> **WORK ORDER**: Your answer must be a single number: the count of lines in the records below that include the string "into".
Start of PROVIDED DATA
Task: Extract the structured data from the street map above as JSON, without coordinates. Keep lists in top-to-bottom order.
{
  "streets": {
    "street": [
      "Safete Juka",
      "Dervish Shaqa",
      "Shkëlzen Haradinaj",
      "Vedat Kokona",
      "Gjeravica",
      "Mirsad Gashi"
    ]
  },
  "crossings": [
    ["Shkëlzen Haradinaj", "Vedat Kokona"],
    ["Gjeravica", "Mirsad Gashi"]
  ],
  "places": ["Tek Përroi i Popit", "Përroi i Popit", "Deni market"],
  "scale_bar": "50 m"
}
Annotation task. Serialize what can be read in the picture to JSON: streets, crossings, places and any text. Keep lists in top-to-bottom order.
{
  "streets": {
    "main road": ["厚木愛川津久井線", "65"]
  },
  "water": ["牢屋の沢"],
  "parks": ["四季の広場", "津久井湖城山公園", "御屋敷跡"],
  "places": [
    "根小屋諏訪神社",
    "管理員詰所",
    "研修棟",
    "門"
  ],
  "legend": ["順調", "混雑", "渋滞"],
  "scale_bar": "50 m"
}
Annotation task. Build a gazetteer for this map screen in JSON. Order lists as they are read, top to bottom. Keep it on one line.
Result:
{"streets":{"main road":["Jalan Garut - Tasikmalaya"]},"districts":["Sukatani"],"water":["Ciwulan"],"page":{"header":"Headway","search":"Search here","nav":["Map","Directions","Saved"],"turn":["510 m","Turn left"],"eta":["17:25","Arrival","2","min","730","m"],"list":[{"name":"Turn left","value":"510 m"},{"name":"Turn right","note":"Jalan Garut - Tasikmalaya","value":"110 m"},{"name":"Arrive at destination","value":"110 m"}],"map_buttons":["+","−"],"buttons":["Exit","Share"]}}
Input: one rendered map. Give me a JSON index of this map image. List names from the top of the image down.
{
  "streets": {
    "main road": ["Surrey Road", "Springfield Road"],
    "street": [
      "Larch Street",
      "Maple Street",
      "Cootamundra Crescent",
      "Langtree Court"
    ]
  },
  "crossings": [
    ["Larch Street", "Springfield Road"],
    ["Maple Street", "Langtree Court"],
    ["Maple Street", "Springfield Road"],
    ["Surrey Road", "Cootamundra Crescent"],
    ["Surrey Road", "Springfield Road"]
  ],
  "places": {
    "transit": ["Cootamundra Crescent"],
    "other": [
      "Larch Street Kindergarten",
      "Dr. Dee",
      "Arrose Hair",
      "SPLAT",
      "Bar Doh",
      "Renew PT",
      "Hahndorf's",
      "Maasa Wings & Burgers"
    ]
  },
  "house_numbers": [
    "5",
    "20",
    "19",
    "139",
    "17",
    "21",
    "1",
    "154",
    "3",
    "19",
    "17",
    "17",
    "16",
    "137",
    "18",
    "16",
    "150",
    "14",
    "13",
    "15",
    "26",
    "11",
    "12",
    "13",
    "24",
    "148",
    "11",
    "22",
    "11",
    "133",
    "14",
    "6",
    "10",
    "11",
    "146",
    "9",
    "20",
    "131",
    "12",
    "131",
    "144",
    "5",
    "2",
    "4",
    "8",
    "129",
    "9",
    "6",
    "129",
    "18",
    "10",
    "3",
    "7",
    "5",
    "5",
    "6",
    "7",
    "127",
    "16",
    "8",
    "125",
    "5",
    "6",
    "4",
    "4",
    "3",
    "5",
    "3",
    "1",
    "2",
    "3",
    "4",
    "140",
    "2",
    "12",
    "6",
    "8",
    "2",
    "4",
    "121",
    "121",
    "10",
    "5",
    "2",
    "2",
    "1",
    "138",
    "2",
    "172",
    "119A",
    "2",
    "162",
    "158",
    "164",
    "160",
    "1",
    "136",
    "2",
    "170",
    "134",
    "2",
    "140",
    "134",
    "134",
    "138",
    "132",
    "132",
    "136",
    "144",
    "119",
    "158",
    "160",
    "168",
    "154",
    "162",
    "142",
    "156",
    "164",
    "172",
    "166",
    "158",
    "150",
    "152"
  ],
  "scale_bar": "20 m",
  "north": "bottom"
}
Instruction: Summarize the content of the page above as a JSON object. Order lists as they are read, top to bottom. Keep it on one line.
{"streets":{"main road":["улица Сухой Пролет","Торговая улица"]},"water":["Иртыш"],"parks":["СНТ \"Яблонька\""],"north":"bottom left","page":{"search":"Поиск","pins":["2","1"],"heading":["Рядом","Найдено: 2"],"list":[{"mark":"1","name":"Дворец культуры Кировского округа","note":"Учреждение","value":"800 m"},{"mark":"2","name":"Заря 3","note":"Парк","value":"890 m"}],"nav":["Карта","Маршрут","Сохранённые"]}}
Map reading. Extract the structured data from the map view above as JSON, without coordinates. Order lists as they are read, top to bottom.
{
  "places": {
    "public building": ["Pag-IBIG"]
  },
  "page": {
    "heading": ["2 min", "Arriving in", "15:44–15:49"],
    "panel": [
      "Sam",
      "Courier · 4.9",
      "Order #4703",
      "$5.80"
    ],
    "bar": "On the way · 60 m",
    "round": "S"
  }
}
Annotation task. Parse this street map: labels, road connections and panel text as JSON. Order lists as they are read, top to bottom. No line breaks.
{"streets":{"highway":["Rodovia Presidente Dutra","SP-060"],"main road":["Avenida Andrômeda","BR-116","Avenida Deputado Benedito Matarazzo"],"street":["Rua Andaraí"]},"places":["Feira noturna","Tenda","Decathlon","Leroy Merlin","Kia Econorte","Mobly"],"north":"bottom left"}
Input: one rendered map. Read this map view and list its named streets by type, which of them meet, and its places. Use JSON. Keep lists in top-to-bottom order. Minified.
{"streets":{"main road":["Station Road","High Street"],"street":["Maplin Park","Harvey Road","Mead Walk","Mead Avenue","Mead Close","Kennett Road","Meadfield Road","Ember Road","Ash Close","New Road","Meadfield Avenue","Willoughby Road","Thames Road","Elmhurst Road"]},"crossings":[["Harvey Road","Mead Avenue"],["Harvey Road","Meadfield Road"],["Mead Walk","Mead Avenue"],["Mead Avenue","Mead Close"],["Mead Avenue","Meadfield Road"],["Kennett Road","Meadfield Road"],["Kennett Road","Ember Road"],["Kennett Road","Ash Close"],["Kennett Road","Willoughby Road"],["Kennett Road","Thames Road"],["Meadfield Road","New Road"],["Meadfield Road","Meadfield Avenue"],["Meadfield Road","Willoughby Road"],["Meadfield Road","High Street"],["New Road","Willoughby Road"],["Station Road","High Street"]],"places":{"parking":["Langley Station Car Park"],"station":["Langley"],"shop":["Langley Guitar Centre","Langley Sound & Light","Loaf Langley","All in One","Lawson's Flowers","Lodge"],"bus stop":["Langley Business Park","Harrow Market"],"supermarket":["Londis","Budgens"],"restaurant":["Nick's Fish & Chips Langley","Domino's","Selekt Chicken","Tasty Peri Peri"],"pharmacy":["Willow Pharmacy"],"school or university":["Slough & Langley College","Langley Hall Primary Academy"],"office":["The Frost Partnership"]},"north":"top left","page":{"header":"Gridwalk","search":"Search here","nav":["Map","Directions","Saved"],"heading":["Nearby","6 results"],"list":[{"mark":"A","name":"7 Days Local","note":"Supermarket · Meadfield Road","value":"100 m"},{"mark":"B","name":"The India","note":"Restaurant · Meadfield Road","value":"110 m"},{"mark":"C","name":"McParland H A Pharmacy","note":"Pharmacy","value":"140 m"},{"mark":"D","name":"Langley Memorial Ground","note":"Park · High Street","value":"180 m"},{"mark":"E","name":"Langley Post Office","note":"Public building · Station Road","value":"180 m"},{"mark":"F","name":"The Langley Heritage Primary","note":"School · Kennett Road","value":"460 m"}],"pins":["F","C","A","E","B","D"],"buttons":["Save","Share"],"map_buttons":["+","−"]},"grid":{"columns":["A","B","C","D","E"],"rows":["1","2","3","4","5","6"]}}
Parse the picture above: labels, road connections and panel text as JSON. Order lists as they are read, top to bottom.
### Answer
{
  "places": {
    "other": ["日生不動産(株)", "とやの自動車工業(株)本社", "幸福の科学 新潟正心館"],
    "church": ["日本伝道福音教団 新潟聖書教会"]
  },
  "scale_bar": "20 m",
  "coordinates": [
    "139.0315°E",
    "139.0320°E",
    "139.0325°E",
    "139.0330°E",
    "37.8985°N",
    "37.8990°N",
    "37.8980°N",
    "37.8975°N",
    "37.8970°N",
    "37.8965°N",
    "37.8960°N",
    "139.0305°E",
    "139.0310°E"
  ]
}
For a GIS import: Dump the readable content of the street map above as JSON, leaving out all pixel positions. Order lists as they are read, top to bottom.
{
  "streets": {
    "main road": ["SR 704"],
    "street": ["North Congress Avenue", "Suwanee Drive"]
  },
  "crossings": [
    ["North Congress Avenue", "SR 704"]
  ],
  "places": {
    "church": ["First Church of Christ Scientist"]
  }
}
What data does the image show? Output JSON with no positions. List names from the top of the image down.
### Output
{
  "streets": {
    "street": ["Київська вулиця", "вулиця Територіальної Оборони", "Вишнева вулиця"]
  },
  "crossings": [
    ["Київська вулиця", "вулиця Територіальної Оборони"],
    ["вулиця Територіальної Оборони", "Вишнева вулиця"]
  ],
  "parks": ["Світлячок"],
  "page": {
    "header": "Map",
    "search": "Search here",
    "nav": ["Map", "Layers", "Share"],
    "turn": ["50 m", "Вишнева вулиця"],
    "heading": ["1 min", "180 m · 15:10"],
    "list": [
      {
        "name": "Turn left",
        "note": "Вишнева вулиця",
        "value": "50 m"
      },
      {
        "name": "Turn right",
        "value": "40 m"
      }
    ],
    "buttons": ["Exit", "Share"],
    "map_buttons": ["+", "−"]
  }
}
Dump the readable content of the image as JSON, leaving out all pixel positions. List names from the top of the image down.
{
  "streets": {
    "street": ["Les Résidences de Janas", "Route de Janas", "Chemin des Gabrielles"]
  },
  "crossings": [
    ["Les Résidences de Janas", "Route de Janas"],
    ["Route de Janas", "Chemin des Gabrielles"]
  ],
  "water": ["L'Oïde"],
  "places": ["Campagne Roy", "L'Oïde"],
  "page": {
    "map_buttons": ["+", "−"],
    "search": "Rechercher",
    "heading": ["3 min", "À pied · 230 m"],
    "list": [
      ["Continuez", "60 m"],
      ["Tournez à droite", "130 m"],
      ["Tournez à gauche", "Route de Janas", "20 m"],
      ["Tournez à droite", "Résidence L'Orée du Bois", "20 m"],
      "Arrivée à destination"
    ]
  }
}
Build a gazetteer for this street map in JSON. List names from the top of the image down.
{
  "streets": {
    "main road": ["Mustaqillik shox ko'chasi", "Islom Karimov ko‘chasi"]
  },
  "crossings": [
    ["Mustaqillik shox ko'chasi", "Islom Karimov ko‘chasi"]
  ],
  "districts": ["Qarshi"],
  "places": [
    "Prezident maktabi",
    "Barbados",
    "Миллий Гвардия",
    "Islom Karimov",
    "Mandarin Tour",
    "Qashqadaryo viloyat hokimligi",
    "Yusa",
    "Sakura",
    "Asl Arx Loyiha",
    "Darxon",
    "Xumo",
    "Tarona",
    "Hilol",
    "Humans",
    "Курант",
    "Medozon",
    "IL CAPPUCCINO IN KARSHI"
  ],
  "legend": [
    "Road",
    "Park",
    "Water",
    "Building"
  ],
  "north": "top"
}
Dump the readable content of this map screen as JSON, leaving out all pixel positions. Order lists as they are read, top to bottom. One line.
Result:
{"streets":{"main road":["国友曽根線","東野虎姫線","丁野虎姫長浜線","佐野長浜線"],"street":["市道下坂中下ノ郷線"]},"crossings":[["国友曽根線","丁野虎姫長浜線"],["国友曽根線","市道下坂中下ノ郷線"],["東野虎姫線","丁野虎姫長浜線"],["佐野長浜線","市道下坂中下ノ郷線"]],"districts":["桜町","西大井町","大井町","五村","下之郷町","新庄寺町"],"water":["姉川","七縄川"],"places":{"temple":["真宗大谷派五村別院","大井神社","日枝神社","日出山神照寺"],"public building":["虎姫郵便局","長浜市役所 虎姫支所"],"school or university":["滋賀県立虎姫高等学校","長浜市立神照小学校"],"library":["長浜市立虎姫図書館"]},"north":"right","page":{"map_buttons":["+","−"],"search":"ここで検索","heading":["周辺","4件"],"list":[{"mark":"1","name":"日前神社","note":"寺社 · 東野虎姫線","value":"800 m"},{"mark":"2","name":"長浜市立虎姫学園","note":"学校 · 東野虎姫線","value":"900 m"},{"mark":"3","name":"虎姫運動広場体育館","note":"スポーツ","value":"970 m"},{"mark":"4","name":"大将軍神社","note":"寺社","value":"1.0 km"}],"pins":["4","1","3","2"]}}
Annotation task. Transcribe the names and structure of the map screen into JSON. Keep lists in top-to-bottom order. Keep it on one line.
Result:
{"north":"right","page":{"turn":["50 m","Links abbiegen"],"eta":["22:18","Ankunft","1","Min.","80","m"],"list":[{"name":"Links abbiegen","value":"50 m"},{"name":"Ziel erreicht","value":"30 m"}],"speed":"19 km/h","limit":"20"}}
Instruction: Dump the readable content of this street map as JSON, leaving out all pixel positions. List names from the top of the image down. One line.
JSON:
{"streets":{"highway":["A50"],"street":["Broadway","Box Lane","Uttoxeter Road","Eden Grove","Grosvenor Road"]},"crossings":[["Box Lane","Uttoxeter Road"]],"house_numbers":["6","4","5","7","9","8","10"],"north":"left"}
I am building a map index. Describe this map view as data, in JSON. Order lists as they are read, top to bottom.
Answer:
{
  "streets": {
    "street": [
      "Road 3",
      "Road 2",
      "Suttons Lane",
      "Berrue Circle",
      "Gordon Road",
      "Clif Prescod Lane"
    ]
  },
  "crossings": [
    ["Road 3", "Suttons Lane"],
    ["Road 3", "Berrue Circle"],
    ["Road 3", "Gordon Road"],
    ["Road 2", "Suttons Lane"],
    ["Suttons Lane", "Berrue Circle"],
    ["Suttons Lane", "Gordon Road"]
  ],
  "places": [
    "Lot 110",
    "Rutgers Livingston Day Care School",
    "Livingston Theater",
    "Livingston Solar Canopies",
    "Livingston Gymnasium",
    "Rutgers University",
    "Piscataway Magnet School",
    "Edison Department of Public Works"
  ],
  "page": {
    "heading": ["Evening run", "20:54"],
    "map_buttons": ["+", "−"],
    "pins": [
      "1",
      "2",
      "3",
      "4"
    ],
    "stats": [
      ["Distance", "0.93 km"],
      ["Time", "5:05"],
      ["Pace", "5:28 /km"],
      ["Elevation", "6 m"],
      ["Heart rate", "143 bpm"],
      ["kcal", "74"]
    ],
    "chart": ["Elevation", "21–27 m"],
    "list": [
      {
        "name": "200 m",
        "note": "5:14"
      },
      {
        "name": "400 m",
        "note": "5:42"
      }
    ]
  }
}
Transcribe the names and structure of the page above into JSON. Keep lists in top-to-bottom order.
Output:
End of PROVIDED DATA
> **RESULT OF THE TASK**: 2